Love Michael I, Anders Simon, Kim Vladislav, Huber Wolfgang
Department of Biostatistics and Computational Biology, Dana-Farber Cancer Institute and Department of Biostatistics, Harvard TH Chan School of Public Health, Boston, Massachusetts, USA.
Institute for Molecular Medicine Finland, Helsinki, Finland ; European Molecular Biology Laboratory, Heidelberg, Germany.
F1000Res. 2015 Oct 14;4:1070. doi: 10.12688/f1000research.7035.1. eCollection 2015.

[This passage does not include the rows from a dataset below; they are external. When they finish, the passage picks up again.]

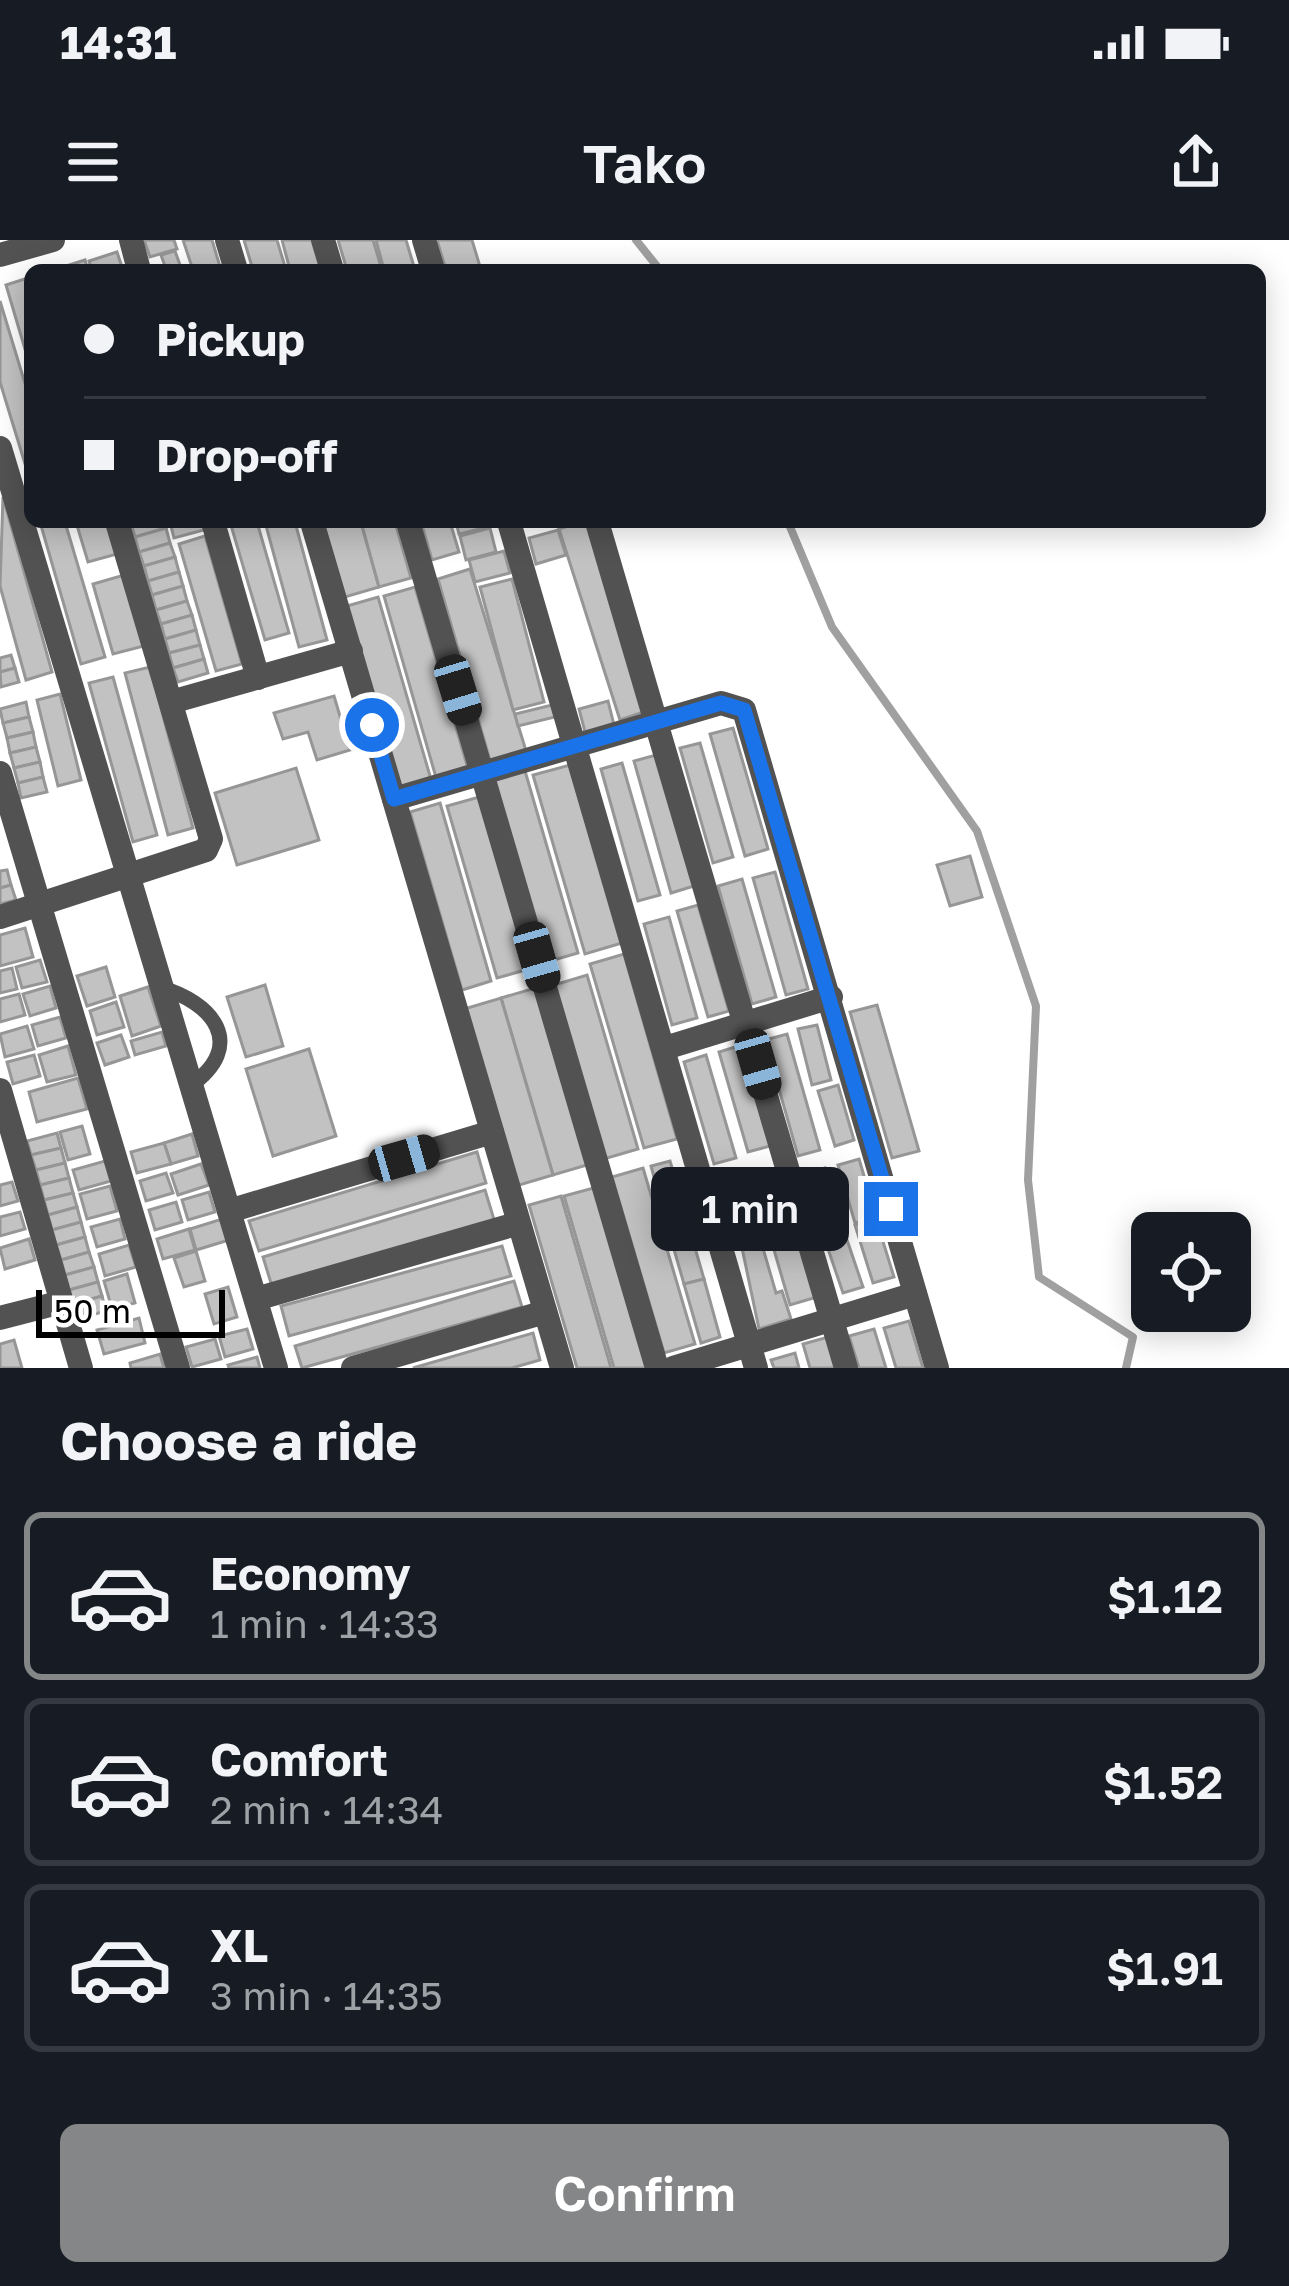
<!DOCTYPE html>
<meta charset="utf-8">
<style>
body{margin:0;font-family:"Golos Text",sans-serif;background:#20242c;color:#f1f3f6;height:100vh;display:flex;flex-direction:column;font-size:45px;white-space:nowrap}
*{box-sizing:border-box;margin:0}
p{font-size:39px;color:#9ea1a6}
.icon{flex:none;width:66px;height:66px;fill:none;stroke:currentColor;stroke-width:2;stroke-linecap:round;stroke-linejoin:round}
.map{position:relative;height:1128px;overflow:hidden}
.side{display:flex;flex-direction:column;background:#171b24;flex:1}
.side>*{flex:none}
.guide{position:absolute;left:24px;top:24px;width:1242px;height:264px;border-radius:18px;box-shadow:0 6px 30px #0003;display:grid;align-content:center;height:264px;padding:0 60px;background:#171b24}
.buttons{position:absolute;left:1131px;top:972px;display:grid;gap:24px}
.buttons a{display:grid;place-items:center;width:120px;height:120px;border-radius:18px;background:#171b24;box-shadow:0 6px 30px #0003;font-size:60px}
.scale{position:absolute;left:36px;bottom:30px;width:189px;box-sizing:border-box;padding-left:12px;border:6px solid #000;border-top:0;font-size:33px;line-height:42px;white-space:nowrap;color:#000;-webkit-text-stroke:9px #fff;paint-order:stroke}
.end{position:absolute;width:54px;height:54px;margin:-27px;border:15px solid #1a73e8;background:#fff;box-shadow:0 0 0 6px #fff}
.from{border-radius:50%}
.bubble{position:absolute;height:84px;border-radius:18px;background:#171b24;box-shadow:0 6px 30px #0003;font-size:39px;font-weight:600;line-height:84px;text-align:center}
.car{position:absolute;width:36px;height:72px;margin:-36px -18px;border-radius:15px;box-shadow:0 0 9px 3px #0007;background:linear-gradient(#222 24%,#8ab4d8 0 40%,#222 0 76%,#8ab4d8 0 86%,#222 0)}
.guide b{display:flex;align-items:center;gap:42px;height:114px;font-size:45px}
.guide b+b{border-top:3px solid #363941}
.guide i{width:30px;height:30px;background:#f1f3f6}
ul{padding:0;list-style:none}
li{display:flex;align-items:center;gap:36px;height:168px;margin:0 24px 18px;padding:0 36px;border:6px solid #363941;border-radius:18px}
li div{flex:1}
li b{display:block;font-size:45px}
li em{font-style:normal;font-weight:600}
li.current{border-color:#858687}
li>.icon{width:108px;height:108px;stroke-width:1.5}
h2{padding:0 60px;font-size:54px;line-height:144px}
.cta{display:flex;gap:24px;margin-top:auto;padding:24px 60px}
.cta a{flex:1;height:138px;border-radius:18px;background:#858687;color:#fff;font-size:48px;font-weight:600;line-height:138px;text-align:center}
.status{display:flex;justify-content:space-between;align-items:center;height:84px;padding:0 60px;background:#171b24;direction:ltr}
.status svg{height:33px;fill:currentColor}
header{display:flex;justify-content:space-between;align-items:center;height:156px;padding:0 60px;background:#171b24;font-size:54px;font-weight:600}
.map>svg:first-child{display:block}
</style>
<div class="status"><b>14:31</b><svg viewBox="0 0 49 12"><path d="M0 12V9h3v3zM5 12V6h3v6zM10 12V3h3v9zM15 12V0h3v12zM26 1h20v11H26zM47 4h2v5h-2z"/></svg></div>
<header><svg class="icon" aria-label="menu" viewBox="0 0 24 24"><path d="M4 6h16M4 12h16M4 18h16"/></svg>Tako<svg class="icon" aria-label="share" viewBox="0 0 24 24"><path d="M12 15V3M7 8l5-5 5 5M5 13v7h14v-7"/></svg></header>
<div class="map">
<svg width="1289" height="1128" viewBox="0 0 1289 1128">
<rect width="100%" height="100%" fill="#fff"/>
<g fill="none" stroke-linecap="round" stroke-linejoin="round">
<!-- stream -->
<g stroke="#a0a0a0" stroke-width="8">
<polyline points="636,0 660,30"/>
<polyline points="788,282 832,387 977,591 1036,766 1028,940 1039,1037 1133,1097 1126,1128"/>
</g>
</g>
<!-- building -->
<g fill="#c2c2c2" stroke="#969696" stroke-width="3">
<polygon points="144,0 174,0 177,9 150,17"/>
<polygon points="183,0 212,0 221,30 193,30"/>
<polygon points="244,0 277,0 286,30 253,30"/>
<polygon points="282,0 317,0 326,30 290,30"/>
<polygon points="338,0 373,0 382,30 347,30"/>
<polygon points="376,0 406,0 415,30 384,30"/>
<polygon points="437,0 472,0 481,30 446,30"/>
<polygon points="175,11 180,25 166,29 161,15"/>
<polygon points="117,12 123,30 92,30 89,21"/>
<polygon points="85,20 88,30 67,30 66,26"/>
<polygon points="28,38 30,44 30,126 6,45"/>
<polygon points="0,61 30,160 26,227 0,142"/>
<polygon points="3,257 52,432 26,440 0,346"/>
<polygon points="40,282 65,282 105,417 81,424"/>
<polygon points="76,282 107,282 117,314 88,322"/>
<polygon points="164,282 166,288 135,297 131,283"/>
<polygon points="170,282 202,282 204,290 174,298"/>
<polygon points="230,282 257,282 289,393 265,400"/>
<polygon points="265,282 295,282 327,400 299,407"/>
<polygon points="323,282 361,282 379,347 345,357"/>
<polygon points="361,282 395,282 411,338 379,347"/>
<polygon points="421,282 450,282 459,312 432,320"/>
<polygon points="456,282 487,282 488,287 459,294"/>
<polygon points="581,282 593,282 652,469 620,480 559,289"/>
<polygon points="166,288 170,303 139,312 135,297"/>
<polygon points="490,288 496,312 466,320 460,296"/>
<polygon points="558,290 566,315 536,324 529,298"/>
<polygon points="205,296 242,424 216,431 179,304"/>
<polygon points="170,303 175,317 144,326 139,312"/>
<polygon points="504,311 510,333 475,342 469,320"/>
<polygon points="175,317 179,332 148,341 144,326"/>
<polygon points="470,329 527,514 491,524 438,339"/>
<polygon points="179,332 183,346 152,355 148,341"/>
<polygon points="124,335 144,406 113,414 93,344"/>
<polygon points="512,339 544,462 513,470 480,347"/>
<polygon points="183,346 187,361 156,370 152,355"/>
<polygon points="415,347 469,532 437,541 384,356"/>
<polygon points="378,357 432,543 401,551 347,366"/>
<polygon points="187,361 192,375 161,384 156,370"/>
<polygon points="192,375 196,390 165,399 161,384"/>
<polygon points="196,390 200,405 169,413 165,399"/>
<polygon points="200,405 204,419 173,428 169,413"/>
<polygon points="11,415 15,428 0,432 0,418"/>
<polygon points="204,419 208,433 178,442 173,428"/>
<polygon points="150,427 193,588 168,595 125,433"/>
<polygon points="15,428 19,442 1,447 0,432"/>
<polygon points="113,437 157,595 133,602 89,443"/>
<polygon points="60,454 81,540 58,546 37,460"/>
<polygon points="334,456 350,510 317,520 308,492 283,499 274,473"/>
<polygon points="608,461 614,485 585,492 579,469"/>
<polygon points="26,462 29,477 3,483 0,469"/>
<polygon points="552,465 555,477 518,486 515,474"/>
<polygon points="29,477 33,492 7,498 3,483"/>
<polygon points="733,488 768,609 745,616 710,494"/>
<polygon points="33,492 36,507 10,513 7,498"/>
<polygon points="700,503 733,617 713,623 680,508"/>
<polygon points="36,507 40,522 14,528 10,513"/>
<polygon points="656,515 694,646 671,653 634,521"/>
<polygon points="40,522 43,537 18,543 14,528"/>
<polygon points="622,523 660,655 638,661 601,529"/>
<polygon points="570,525 622,703 585,714 533,535"/>
<polygon points="296,528 319,600 237,625 215,553"/>
<polygon points="525,531 578,713 547,722 494,540"/>
<polygon points="43,537 47,552 21,558 18,543"/>
<polygon points="479,557 529,729 497,738 447,566"/>
<polygon points="440,563 491,741 462,750 410,572"/>
<polygon points="970,616 982,657 950,666 937,625"/>
<polygon points="7,630 11,645 0,648 0,631"/>
<polygon points="775,632 808,749 786,755 753,638"/>
<polygon points="742,639 776,757 752,764 718,646"/>
<polygon points="11,645 16,660 0,664 0,648"/>
<polygon points="698,665 729,771 708,777 677,671"/>
<polygon points="669,677 697,778 672,785 644,684"/>
<polygon points="25,688 33,717 0,726 0,695"/>
<polygon points="624,714 677,899 644,908 590,724"/>
<polygon points="40,720 47,742 22,748 16,727"/>
<polygon points="106,727 115,757 87,766 77,736"/>
<polygon points="12,728 17,749 0,753 0,731"/>
<polygon points="587,735 638,909 604,919 554,745"/>
<polygon points="265,745 283,806 246,817 227,757"/>
<polygon points="50,746 56,768 30,776 23,754"/>
<polygon points="148,747 161,786 132,796 120,756"/>
<polygon points="535,748 587,925 553,935 501,758"/>
<polygon points="19,754 25,775 0,782 0,759"/>
<polygon points="501,758 553,935 516,946 464,769"/>
<polygon points="116,762 124,787 97,795 90,771"/>
<polygon points="877,765 919,911 892,918 850,772"/>
<polygon points="60,777 66,798 38,806 32,785"/>
<polygon points="817,785 831,840 812,845 798,789"/>
<polygon points="27,786 34,809 5,817 0,794"/>
<polygon points="162,792 166,806 135,815 131,801"/>
<polygon points="787,794 820,910 798,916 765,800"/>
<polygon points="121,795 129,817 105,825 97,803"/>
<polygon points="742,805 770,906 748,912 719,812"/>
<polygon points="68,806 76,835 47,842 39,815"/>
<polygon points="309,809 336,896 273,916 246,829"/>
<polygon points="34,815 40,836 13,844 7,822"/>
<polygon points="706,815 736,918 714,924 684,822"/>
<polygon points="78,838 87,869 37,882 29,852"/>
<polygon points="838,845 854,900 835,906 818,851"/>
<polygon points="82,886 90,914 68,920 60,892"/>
<polygon points="57,893 61,908 31,915 27,901"/>
<polygon points="192,894 198,916 171,924 164,903"/>
<polygon points="164,903 171,924 137,933 131,912"/>
<polygon points="61,908 65,923 36,930 31,915"/>
<polygon points="477,912 486,943 259,1011 249,981"/>
<polygon points="859,919 876,976 855,983 838,925"/>
<polygon points="105,921 111,941 79,950 73,930"/>
<polygon points="670,921 687,980 667,985 651,926"/>
<polygon points="65,923 69,938 40,945 36,930"/>
<polygon points="201,924 209,945 178,955 171,934"/>
<polygon points="643,928 695,1104 664,1113 612,937"/>
<polygon points="780,928 797,988 771,996 754,935"/>
<polygon points="825,928 844,985 826,992 806,935"/>
<polygon points="166,933 173,953 146,961 140,941"/>
<polygon points="746,936 762,995 739,1001 723,943"/>
<polygon points="69,938 73,953 44,960 40,945"/>
<polygon points="12,942 18,961 0,966 0,945"/>
<polygon points="110,946 117,971 87,979 80,954"/>
<polygon points="597,947 650,1128 614,1128 564,956"/>
<polygon points="485,950 496,986 274,1053 263,1017"/>
<polygon points="209,952 215,972 188,980 182,960"/>
<polygon points="73,953 77,967 48,975 44,960"/>
<polygon points="561,956 611,1128 577,1128 529,965"/>
<polygon points="176,962 182,982 155,990 149,970"/>
<polygon points="77,967 81,982 52,990 48,975"/>
<polygon points="20,972 25,989 0,996 0,977"/>
<polygon points="120,979 125,999 97,1007 91,987"/>
<polygon points="222,979 229,1000 196,1010 190,989"/>
<polygon points="876,979 894,1037 873,1043 855,985"/>
<polygon points="687,980 704,1039 684,1044 667,985"/>
<polygon points="81,982 85,997 56,1005 52,990"/>
<polygon points="797,988 817,1057 790,1065 770,996"/>
<polygon points="843,988 863,1047 843,1053 823,994"/>
<polygon points="189,989 195,1010 163,1019 157,999"/>
<polygon points="85,997 89,1012 61,1020 56,1005"/>
<polygon points="760,998 776,1053 782,1051 791,1079 759,1089 741,1003"/>
<polygon points="29,999 35,1020 5,1029 0,1008"/>
<polygon points="129,1005 136,1027 105,1036 99,1014"/>
<polygon points="502,1006 511,1036 289,1096 281,1066"/>
<polygon points="196,1011 205,1041 184,1047 174,1018"/>
<polygon points="89,1012 94,1027 65,1035 61,1020"/>
<polygon points="94,1027 98,1042 69,1050 65,1035"/>
<polygon points="127,1034 135,1063 112,1069 104,1041"/>
<polygon points="704,1039 720,1097 701,1103 684,1044"/>
<polygon points="514,1041 522,1067 302,1128 295,1106"/>
<polygon points="98,1042 102,1056 73,1064 69,1050"/>
<polygon points="228,1047 237,1077 214,1084 205,1054"/>
<polygon points="102,1056 106,1071 77,1079 73,1064"/>
<polygon points="139,1078 145,1103 104,1114 97,1090"/>
<polygon points="909,1081 923,1128 896,1128 884,1088"/>
<polygon points="247,1089 253,1109 225,1117 219,1096"/>
<polygon points="874,1089 886,1128 859,1128 849,1096"/>
<polygon points="533,1093 540,1120 512,1128 413,1128"/>
<polygon points="828,1097 837,1128 810,1128 803,1104"/>
<polygon points="215,1099 221,1119 192,1127 186,1107"/>
<polygon points="14,1100 22,1128 0,1128 0,1104"/>
<polygon points="795,1113 799,1128 774,1128 771,1120"/>
<polygon points="160,1114 164,1128 131,1128 130,1123"/>
<polygon points="257,1117 260,1128 229,1128 228,1125"/>
</g>
<g fill="none" stroke-linecap="round" stroke-linejoin="round">
<!-- service -->
<path stroke="#525252" stroke-width="15" d="M159 747C213 762 248 805 190 846"/>
<!-- minor -->
<g stroke="#525252" stroke-width="24">
<polyline points="131,0 139,30"/>
<polyline points="227,0 236,30"/>
<polyline points="323,0 332,30"/>
<polyline points="424,0 433,30"/>
<polyline points="0,15 53,0"/>
<polyline points="0,208 276,1128"/>
<polyline points="213,282 258,438"/>
<polyline points="312,282 562,1128"/>
<polyline points="408,282 657,1128"/>
<polyline points="509,282 756,1128"/>
<polyline points="597,282 846,1128"/>
<polyline points="171,462 351,411"/>
<polyline points="0,533 178,1128"/>
<polyline points="394,559 721,463 744,470 937,1128"/>
<polyline points="0,677 206,610 211,599 117,282"/>
<polyline points="665,808 831,757"/>
<polyline points="0,850 81,1128"/>
<polyline points="229,971 492,892"/>
<polyline points="256,1059 516,984"/>
<polyline points="0,1078 62,1062"/>
<polyline points="353,1128 545,1072"/>
<polyline points="673,1128 915,1054"/>
</g>
</g>
<g fill="none" stroke-linecap="round" stroke-linejoin="round">
<!-- route -->
<polyline stroke="#1a73e8" stroke-width="15" points="372,485 394,559 721,463 744,470 891,969"/>
</g>
</svg>
<div class="buttons">
<a><svg class="icon" aria-label="locate" viewBox="0 0 24 24"><circle cx="12" cy="12" r="6"/><path d="M12 2v4M12 18v4M2 12h4M18 12h4"/></svg></a>
</div>
<div class="scale">50 m</div>
<i class="end from" style="left:372px;top:485px"></i>
<i class="end" style="left:891px;top:969px"></i>
<div class="bubble" style="left:651px;top:927px;width:198px">1 min</div>
<i class="car" style="left:458px;top:450px;rotate:163deg"></i>
<i class="car" style="left:537px;top:717px;rotate:164deg"></i>
<i class="car" style="left:758px;top:824px;rotate:164deg"></i>
<i class="car" style="left:404px;top:918px;rotate:74deg"></i>
<div class="guide">
<b><i class="from"></i>Pickup</b>
<b><i></i>Drop-off</b>
</div>
</div>
<section class="side">
<h2>Choose a ride</h2>
<ul>
<li class="current"><svg class="icon" aria-label="car" viewBox="0 0 24 24"><path d="M5 17H2v-5l4-1 3-4h7l3 4 3 1v5h-3M9 17h6M6 11h13"/><circle cx="7" cy="17" r="2"/><circle cx="17" cy="17" r="2"/></svg><div><b>Economy</b><p>1 min · 14:33</p></div><em>$1.12</em></li>
<li><svg class="icon" aria-label="car" viewBox="0 0 24 24"><path d="M5 17H2v-5l4-1 3-4h7l3 4 3 1v5h-3M9 17h6M6 11h13"/><circle cx="7" cy="17" r="2"/><circle cx="17" cy="17" r="2"/></svg><div><b>Comfort</b><p>2 min · 14:34</p></div><em>$1.52</em></li>
<li><svg class="icon" aria-label="car" viewBox="0 0 24 24"><path d="M5 17H2v-5l4-1 3-4h7l3 4 3 1v5h-3M9 17h6M6 11h13"/><circle cx="7" cy="17" r="2"/><circle cx="17" cy="17" r="2"/></svg><div><b>XL</b><p>3 min · 14:35</p></div><em>$1.91</em></li>
</ul>
<div class="cta"><a>Confirm</a></div>
</section>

Here we walk through an end-to-end gene-level RNA-Seq differential expression workflow using Bioconductor packages. We will start from the FASTQ files, show how these were aligned to the reference genome, and prepare a count matrix which tallies the number of RNA-seq reads/fragments within each gene for each sample. We will perform exploratory data analysis (EDA) for quality assessment and to explore the relationship between samples, perform differential gene expression analysis, and visually explore the results.
在这里,我们将使用Bioconductor软件包展示一个端到端的基因水平RNA测序差异表达工作流程。我们将从FASTQ文件开始,展示如何将这些文件与参考基因组进行比对,并准备一个计数矩阵,该矩阵统计每个样本中每个基因内RNA测序读数/片段的数量。我们将进行探索性数据分析(EDA)以进行质量评估并探索样本之间的关系,进行差异基因表达分析,并直观地探索结果。